> _YOUR TASK_:
Gather from the listing below each line that includes the word "fabs", and copy it.
----- DATA UNDER STUDY
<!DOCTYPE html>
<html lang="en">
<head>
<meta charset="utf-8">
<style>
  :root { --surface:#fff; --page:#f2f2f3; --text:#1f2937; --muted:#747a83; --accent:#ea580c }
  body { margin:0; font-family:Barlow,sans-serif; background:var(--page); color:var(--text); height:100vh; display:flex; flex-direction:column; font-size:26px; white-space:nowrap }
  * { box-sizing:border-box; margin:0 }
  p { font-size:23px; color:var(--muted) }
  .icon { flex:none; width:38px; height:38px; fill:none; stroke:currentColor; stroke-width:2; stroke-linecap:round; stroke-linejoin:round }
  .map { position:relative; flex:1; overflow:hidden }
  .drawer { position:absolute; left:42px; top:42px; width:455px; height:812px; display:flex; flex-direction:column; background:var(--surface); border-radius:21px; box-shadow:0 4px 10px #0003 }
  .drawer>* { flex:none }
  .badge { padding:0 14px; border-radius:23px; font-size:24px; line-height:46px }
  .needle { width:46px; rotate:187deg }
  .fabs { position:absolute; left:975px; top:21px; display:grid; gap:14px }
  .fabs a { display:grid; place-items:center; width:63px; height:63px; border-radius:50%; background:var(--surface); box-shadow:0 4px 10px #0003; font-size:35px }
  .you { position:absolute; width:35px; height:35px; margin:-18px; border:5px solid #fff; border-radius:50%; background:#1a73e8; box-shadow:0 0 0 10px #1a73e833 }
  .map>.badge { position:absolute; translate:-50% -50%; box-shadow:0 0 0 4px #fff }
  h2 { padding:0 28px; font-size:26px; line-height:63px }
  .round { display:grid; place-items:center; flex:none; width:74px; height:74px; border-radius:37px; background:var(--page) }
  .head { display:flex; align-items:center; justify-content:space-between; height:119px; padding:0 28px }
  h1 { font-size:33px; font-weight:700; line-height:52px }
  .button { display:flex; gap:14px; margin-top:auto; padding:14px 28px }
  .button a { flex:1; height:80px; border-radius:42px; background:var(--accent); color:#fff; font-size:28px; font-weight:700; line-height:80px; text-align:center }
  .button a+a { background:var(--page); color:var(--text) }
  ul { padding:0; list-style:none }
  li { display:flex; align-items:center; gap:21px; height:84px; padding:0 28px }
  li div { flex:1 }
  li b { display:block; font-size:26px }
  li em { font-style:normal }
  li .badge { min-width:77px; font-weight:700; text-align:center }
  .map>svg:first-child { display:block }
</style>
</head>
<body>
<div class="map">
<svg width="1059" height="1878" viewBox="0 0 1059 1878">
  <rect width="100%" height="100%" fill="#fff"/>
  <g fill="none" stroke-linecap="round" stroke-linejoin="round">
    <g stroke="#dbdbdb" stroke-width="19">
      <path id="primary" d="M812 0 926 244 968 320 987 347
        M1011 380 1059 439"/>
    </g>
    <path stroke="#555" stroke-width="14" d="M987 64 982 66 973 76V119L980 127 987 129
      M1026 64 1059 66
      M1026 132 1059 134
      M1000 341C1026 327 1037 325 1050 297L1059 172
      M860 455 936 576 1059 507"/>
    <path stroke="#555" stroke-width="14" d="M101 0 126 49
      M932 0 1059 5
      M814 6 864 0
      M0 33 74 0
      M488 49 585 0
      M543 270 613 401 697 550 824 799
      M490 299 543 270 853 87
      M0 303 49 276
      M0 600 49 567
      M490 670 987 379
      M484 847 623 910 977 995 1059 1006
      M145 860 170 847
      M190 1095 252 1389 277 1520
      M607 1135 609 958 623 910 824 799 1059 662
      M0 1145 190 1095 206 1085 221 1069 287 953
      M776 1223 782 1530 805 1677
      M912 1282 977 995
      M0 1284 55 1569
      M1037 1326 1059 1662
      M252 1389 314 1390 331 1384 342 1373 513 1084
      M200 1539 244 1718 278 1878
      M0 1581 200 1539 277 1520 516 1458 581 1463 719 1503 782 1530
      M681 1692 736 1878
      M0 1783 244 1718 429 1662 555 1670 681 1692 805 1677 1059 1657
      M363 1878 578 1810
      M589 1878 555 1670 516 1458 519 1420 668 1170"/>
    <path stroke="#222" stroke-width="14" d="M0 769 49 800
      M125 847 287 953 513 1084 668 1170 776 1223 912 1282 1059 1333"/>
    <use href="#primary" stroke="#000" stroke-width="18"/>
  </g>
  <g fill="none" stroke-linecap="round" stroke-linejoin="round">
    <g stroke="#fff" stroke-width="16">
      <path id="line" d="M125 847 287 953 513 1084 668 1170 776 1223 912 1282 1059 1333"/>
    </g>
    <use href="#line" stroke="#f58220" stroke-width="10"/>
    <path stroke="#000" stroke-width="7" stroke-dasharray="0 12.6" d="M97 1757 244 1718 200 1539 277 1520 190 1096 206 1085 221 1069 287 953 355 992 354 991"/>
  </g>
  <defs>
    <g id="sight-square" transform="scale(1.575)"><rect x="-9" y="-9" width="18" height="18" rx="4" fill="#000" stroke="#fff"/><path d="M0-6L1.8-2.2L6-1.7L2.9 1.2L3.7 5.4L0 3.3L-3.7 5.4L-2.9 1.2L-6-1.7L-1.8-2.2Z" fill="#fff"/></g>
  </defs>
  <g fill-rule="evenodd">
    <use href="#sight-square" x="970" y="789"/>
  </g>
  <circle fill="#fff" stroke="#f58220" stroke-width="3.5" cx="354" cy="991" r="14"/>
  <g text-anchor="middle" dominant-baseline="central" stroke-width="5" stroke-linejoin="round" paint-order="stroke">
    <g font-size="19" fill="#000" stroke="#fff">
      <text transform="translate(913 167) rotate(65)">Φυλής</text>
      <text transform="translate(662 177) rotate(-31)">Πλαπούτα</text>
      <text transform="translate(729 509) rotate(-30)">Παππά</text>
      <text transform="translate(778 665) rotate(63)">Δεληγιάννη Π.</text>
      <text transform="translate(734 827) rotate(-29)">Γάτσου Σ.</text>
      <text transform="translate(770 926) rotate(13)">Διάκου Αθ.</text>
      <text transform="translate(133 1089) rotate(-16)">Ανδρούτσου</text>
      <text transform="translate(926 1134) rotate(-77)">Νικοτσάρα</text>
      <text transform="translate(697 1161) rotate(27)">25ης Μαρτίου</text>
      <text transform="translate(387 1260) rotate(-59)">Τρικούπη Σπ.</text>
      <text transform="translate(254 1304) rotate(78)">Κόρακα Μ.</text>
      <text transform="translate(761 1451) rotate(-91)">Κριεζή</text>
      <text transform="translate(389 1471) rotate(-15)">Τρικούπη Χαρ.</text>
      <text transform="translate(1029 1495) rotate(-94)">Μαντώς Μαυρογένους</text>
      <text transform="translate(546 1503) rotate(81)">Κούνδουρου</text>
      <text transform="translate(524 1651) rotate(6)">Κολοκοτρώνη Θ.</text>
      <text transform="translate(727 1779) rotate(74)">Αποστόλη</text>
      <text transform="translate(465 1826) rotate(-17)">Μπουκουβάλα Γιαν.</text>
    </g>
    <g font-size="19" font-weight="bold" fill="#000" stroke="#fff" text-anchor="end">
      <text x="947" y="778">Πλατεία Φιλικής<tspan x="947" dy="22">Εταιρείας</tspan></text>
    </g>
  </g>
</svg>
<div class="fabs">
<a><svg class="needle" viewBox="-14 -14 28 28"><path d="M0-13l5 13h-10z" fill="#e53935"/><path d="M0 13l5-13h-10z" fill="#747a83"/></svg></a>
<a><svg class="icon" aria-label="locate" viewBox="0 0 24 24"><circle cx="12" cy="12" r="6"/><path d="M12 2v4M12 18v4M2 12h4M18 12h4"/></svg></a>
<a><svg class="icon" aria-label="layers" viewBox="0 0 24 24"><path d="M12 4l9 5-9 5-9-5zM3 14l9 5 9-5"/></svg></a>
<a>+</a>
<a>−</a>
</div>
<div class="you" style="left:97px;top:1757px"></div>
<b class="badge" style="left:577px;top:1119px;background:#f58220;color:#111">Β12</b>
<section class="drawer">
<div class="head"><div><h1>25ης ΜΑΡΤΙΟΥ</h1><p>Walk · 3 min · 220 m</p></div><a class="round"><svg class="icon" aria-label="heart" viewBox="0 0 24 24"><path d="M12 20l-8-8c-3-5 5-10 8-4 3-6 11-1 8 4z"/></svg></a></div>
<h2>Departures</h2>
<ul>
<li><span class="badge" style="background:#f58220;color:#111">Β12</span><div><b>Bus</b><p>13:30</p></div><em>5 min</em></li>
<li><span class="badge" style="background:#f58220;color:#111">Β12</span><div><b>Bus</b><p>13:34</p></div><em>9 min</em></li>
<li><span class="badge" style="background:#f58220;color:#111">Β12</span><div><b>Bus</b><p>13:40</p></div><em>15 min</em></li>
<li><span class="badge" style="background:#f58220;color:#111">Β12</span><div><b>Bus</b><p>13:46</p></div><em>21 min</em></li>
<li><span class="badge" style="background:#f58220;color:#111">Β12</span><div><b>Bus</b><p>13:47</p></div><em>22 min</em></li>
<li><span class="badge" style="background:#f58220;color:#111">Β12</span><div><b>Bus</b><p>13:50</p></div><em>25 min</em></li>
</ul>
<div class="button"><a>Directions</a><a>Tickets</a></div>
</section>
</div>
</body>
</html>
----------
> _SOLUTION TO THE EXERCISE_:
  .fabs { position:absolute; left:975px; top:21px; display:grid; gap:14px }
  .fabs a { display:grid; place-items:center; width:63px; height:63px; border-radius:50%; background:var(--surface); box-shadow:0 4px 10px #0003; font-size:35px }
<div class="fabs">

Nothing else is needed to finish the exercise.